EXERCISE AIM:
Only one stretch of the data below is wanted: the lines from the one with "function trace(path, color, width, dash)" through the one with "context.font = font", repeated exactly.

(Records excerpted from a collection)
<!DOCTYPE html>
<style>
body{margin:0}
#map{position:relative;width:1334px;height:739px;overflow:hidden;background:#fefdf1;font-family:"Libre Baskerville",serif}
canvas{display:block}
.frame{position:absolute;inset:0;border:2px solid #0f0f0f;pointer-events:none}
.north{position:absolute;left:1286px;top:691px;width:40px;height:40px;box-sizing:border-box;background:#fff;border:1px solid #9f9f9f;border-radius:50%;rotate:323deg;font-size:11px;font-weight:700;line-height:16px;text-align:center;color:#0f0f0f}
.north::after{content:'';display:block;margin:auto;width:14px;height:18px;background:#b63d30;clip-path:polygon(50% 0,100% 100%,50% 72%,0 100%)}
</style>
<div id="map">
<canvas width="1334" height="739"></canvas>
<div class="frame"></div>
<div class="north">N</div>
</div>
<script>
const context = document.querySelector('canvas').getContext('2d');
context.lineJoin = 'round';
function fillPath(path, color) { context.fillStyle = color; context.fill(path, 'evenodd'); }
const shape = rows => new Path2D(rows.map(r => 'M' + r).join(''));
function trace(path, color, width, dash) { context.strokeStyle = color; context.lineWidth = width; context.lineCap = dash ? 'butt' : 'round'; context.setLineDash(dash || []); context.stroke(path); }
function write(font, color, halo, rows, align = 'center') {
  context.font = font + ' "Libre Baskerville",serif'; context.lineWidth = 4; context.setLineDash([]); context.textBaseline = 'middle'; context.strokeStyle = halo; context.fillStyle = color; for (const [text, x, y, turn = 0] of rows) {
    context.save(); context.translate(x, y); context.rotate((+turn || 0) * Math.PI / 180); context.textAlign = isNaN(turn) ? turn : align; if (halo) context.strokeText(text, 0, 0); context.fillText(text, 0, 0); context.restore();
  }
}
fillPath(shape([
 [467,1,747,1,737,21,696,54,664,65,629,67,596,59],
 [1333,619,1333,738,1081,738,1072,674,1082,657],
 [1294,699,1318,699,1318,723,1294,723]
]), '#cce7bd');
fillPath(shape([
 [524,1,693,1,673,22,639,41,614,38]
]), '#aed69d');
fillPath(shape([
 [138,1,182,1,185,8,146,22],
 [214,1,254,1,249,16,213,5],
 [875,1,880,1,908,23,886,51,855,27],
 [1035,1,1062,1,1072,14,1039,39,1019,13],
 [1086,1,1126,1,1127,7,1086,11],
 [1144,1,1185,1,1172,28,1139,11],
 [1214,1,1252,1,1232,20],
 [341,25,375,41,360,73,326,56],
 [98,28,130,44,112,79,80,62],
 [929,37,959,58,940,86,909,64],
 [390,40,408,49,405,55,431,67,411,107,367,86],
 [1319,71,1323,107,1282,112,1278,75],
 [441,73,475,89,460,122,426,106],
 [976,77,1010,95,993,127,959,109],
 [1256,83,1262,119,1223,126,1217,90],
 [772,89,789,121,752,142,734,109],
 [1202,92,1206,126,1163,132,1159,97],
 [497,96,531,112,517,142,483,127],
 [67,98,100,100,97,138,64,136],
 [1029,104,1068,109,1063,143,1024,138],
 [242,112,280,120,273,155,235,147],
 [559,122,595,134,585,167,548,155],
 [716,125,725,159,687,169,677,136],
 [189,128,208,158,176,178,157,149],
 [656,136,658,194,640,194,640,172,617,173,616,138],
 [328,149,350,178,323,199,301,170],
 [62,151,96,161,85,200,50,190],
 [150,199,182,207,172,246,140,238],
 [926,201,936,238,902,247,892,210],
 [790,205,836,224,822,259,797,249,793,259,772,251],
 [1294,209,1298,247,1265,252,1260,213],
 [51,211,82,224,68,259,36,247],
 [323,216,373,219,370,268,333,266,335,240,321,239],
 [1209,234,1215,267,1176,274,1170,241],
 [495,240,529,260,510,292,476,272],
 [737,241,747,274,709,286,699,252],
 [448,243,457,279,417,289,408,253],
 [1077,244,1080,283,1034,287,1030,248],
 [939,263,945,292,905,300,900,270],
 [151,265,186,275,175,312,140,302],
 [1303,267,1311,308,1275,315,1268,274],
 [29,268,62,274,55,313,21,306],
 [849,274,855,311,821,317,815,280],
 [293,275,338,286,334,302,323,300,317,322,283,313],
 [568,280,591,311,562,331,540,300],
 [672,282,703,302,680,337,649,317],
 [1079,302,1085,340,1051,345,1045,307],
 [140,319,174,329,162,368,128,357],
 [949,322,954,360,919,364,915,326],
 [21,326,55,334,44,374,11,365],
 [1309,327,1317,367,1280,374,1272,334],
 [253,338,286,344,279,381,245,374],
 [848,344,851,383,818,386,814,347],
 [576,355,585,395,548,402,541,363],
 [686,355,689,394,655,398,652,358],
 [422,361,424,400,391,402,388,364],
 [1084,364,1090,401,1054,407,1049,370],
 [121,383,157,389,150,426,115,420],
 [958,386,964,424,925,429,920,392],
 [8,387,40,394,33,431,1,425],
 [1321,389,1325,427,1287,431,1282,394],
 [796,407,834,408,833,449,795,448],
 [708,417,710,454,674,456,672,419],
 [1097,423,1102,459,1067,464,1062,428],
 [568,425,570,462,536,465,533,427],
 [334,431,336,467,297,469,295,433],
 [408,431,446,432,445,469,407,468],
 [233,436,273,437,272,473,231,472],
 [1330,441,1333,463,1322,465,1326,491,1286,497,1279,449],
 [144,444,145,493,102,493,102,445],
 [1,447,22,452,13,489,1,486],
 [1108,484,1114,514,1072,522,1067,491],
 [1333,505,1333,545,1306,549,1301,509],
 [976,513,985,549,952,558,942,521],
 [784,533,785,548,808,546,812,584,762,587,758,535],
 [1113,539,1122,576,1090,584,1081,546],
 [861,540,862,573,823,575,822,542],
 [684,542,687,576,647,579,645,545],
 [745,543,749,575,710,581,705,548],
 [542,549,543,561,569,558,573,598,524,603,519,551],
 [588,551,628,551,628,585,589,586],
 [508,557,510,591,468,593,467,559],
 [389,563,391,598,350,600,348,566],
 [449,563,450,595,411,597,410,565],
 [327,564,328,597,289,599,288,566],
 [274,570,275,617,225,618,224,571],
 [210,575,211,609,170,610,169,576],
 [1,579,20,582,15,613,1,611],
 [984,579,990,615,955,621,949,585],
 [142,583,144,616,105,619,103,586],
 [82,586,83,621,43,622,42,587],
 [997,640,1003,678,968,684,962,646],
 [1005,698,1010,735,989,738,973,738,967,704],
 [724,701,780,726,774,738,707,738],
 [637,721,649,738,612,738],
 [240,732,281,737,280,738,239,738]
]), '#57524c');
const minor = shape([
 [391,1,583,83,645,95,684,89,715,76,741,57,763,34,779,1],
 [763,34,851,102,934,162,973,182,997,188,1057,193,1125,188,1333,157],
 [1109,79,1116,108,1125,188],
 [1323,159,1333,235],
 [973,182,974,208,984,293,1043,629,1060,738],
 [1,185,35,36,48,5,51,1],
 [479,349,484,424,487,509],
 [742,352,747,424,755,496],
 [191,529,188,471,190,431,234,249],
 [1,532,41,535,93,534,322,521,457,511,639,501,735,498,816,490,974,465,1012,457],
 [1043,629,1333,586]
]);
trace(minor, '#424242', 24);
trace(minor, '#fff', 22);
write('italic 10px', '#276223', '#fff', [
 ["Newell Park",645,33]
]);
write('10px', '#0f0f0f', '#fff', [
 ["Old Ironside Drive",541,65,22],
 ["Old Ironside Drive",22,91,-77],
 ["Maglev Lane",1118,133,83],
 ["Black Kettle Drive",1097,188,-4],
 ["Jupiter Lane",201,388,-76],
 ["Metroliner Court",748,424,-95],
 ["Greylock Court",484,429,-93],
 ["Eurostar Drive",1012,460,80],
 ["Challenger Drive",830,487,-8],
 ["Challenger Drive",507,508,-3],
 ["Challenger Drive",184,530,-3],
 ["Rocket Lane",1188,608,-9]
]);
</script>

ANSWER TO THIS PROBLEM:
function trace(path, color, width, dash) { context.strokeStyle = color; context.lineWidth = width; context.lineCap = dash ? 'butt' : 'round'; context.setLineDash(dash || []); context.stroke(path); }
function write(font, color, halo, rows, align = 'center') {
  context.font = font + ' "Libre Baskerville",serif'; context.lineWidth = 4; context.setLineDash([]); context.textBaseline = 'middle'; context.strokeStyle = halo; context.fillStyle = color; for (const [text, x, y, turn = 0] of rows) {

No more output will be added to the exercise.